━━ Input data

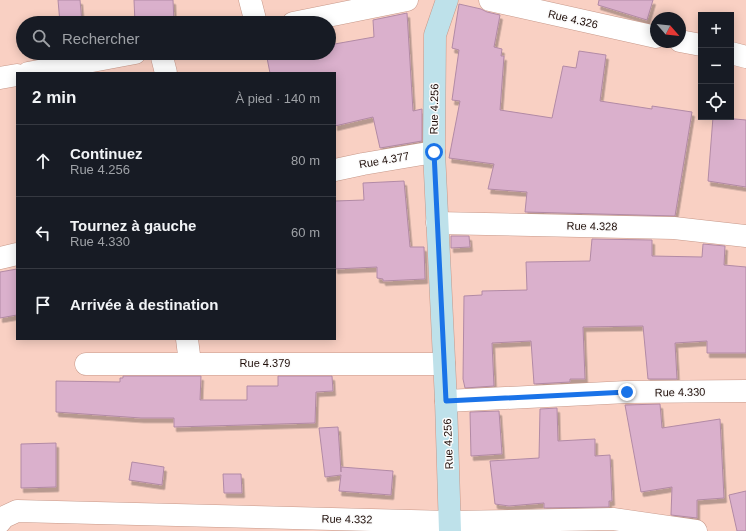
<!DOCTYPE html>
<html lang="fr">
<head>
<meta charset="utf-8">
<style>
	:root { --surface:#171b24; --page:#20242c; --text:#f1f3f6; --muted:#9ea1a6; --line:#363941 }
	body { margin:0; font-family:Arial,sans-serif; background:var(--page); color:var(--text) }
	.controls { position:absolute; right:12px; top:12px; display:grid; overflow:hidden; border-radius:0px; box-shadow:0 2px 10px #0003 }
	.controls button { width:36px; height:36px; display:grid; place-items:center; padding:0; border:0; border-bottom:1px solid var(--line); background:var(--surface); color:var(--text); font:20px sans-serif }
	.compass { position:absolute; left:650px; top:12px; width:36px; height:36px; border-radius:50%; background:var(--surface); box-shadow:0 2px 10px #0003; rotate:118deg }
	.stop { position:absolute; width:12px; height:12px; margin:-9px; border:3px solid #1a73e8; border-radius:50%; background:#fff }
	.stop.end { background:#1a73e8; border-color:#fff; box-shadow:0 1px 4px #0008 }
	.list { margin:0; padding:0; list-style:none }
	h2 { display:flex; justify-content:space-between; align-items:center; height:52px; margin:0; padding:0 16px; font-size:17px }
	h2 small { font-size:13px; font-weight:400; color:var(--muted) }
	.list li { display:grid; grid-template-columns:26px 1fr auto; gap:12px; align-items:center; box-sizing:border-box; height:72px; padding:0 16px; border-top:1px solid var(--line) }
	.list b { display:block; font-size:15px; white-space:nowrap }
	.list p { margin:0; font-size:13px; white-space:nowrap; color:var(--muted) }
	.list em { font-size:13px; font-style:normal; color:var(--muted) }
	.icon { flex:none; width:22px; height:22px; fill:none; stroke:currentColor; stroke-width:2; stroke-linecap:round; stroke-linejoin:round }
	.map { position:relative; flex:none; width:746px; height:531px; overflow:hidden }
	.search { position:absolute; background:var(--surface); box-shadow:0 2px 10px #0003; left:16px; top:16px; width:320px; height:44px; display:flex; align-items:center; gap:10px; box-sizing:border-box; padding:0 14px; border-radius:22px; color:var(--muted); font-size:15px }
	.panel { position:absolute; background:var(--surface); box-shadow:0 2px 10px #0003; left:16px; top:72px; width:320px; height:268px; border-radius:0px }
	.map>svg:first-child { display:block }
	.building { fill:#dab0cc; stroke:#b28aa5; filter:url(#shadow) }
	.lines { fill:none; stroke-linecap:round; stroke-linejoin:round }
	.street-casing { stroke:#c79889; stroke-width:23 }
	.secondary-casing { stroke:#c79889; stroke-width:23 }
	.street { stroke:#fff; stroke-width:22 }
	.secondary { stroke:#bee1ea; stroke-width:22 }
	.route { stroke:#1a73e8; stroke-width:5 }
	.labels { text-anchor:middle; stroke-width:3; stroke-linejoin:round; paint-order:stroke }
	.street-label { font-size:11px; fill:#1e0d08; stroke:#fbfbfb }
</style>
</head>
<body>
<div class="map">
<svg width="746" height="531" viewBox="0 0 746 531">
	<defs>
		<filter id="shadow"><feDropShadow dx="2.5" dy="4.5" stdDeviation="0" flood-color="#0004"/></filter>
	</defs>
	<rect width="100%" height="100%" fill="#f9d0c3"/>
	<g class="building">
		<path d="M 58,0 L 80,0 L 82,23 L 60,23 Z"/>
		<path d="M 134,0 L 173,0 L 174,23 L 135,23 Z"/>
		<path d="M 599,0 L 653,0 L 647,20 L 598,5 Z"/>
		<path d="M 459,4 L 481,9 L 487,12 L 500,15 L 494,47 L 502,49 L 501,56 L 504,56 L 500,110 L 552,118 L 563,66 L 576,68 L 579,51 L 606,55 L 600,101 L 652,109 L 652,106 L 692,112 L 675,216 L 525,212 L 527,192 L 488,189 L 494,164 L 449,158 L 460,101 L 452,100 L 459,50 L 452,48 Z"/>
		<path d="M 407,13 L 413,111 L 422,109 L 422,141 L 380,148 L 373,117 L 335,126 L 335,73 L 270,73 L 267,58 L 297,53 L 329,53 L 329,45 L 374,37 L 373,20 Z"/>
		<path d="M 713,117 L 746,120 L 746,187 L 708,181 Z"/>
		<path d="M 404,181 L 410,247 L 424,247 L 425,279 L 383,281 L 383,279 L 377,278 L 377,267 L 335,269 L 335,201 L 364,200 L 363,183 Z"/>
		<path d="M 451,236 L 469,236 L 470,247 L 451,248 Z"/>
		<path d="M 592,239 L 652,240 L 652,256 L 702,257 L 703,244 L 725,246 L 724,265 L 746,267 L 746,353 L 707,353 L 707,341 L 675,343 L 677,379 L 648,379 L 643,326 L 583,327 L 585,379 L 570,379 L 570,382 L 534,384 L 531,341 L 492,343 L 494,386 L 465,388 L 463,379 L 464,296 L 482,295 L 482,291 L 527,290 L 526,262 L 590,261 Z"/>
		<path d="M 17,269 L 17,315 L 0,318 L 0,272 Z"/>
		<path d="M 123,376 L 201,376 L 200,400 L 247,400 L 247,386 L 278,386 L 278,376 L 332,376 L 333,391 L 316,392 L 315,423 L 174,427 L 174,418 L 141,418 L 56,412 L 56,381 L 120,382 L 120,378 L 123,378 Z"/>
		<path d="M 660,404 L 662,428 L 720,419 L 724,498 L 697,500 L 697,518 L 671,515 L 672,487 L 641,492 L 625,405 Z"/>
		<path d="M 557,408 L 558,441 L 595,439 L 595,456 L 610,455 L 612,501 L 609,501 L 609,507 L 544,508 L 544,503 L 509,506 L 495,504 L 490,461 L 539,458 L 540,409 Z"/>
		<path d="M 499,411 L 502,454 L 471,456 L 470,412 Z"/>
		<path d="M 338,427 L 341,472 L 341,467 L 393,471 L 391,495 L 339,491 L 341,475 L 325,477 L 319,428 Z"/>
		<path d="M 56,443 L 56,487 L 21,488 L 21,444 Z"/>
		<path d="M 132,462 L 164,467 L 162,485 L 129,480 Z"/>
		<path d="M 223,474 L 241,474 L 242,493 L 224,493 Z"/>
		<path d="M 746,491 L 746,531 L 737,531 L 729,495 Z"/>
	</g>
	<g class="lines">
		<g class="street-casing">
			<g id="street">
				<path d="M 250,0 L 256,23"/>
				<path d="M 490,0 L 656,37"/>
				<path d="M 293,23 L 407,0"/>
				<path d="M 680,41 L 701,45"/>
				<path d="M 161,53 L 166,73"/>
				<path d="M 731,53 L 746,57"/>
				<path d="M 28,73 L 135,53"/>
				<path d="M 0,78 L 17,75"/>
				<path d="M 335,170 L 363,164 L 434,152"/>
				<path d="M 437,223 L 674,228 L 746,236"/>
				<path d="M 0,258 L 17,254"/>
				<path d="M 187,339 L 190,363"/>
				<path d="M 86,364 L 444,364"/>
				<path d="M 446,401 L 627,392 L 746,391"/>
				<path d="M 0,522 L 4,517 L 17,511 L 450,522 L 613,519 L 696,531"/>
			</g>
		</g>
		<g class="secondary-casing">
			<path id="secondary" d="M 447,0 L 435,35 L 434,152 L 446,401 L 450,531"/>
		</g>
		<use href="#street" class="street"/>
		<use href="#secondary" class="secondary"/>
	</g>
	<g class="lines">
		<path class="route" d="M 434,152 L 446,401 L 627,392"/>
	</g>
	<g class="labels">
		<g class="street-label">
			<text transform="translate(573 19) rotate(13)" y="4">Rue 4.326</text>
			<text transform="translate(434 109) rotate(-89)" y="4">Rue 4.256</text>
			<text transform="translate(384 160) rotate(-10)" y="4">Rue 4.377</text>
			<text transform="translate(592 226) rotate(1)" y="4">Rue 4.328</text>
			<text x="265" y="367">Rue 4.379</text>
			<text transform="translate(680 392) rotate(-1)" y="4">Rue 4.330</text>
			<text transform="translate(448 444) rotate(-92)" y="4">Rue 4.256</text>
			<text transform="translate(347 519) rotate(1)" y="4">Rue 4.332</text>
		</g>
	</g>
</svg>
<div class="controls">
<button>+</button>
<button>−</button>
<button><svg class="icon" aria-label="locate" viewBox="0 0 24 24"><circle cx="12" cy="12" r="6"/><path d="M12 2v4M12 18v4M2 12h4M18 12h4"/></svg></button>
</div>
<svg class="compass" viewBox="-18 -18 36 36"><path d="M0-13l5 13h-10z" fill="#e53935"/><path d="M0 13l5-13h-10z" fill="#9ea1a6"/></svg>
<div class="stop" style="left:434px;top:152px"></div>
<div class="stop end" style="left:627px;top:392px"></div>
<div class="search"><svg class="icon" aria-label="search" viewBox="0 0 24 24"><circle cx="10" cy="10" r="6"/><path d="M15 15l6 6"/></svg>Rechercher</div>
<section class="panel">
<h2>2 min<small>À pied · 140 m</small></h2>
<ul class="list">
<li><svg class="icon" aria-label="ahead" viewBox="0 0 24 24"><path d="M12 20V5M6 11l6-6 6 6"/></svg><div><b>Continuez</b><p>Rue 4.256</p></div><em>80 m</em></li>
<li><svg class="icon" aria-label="left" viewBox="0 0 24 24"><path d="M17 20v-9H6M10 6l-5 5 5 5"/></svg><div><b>Tournez à gauche</b><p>Rue 4.330</p></div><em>60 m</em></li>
<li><svg class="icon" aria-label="arrive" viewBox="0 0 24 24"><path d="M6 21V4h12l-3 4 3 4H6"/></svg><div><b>Arrivée à destination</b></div></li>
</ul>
</section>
</div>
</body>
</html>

━━━━

### Task to complete
Reproduce each line above that contains "grid".

### Solution to this problem
	.controls { position:absolute; right:12px; top:12px; display:grid; overflow:hidden; border-radius:0px; box-shadow:0 2px 10px #0003 }
	.controls button { width:36px; height:36px; display:grid; place-items:center; padding:0; border:0; border-bottom:1px solid var(--line); background:var(--surface); color:var(--text); font:20px sans-serif }
	.list li { display:grid; grid-template-columns:26px 1fr auto; gap:12px; align-items:center; box-sizing:border-box; height:72px; padding:0 16px; border-top:1px solid var(--line) }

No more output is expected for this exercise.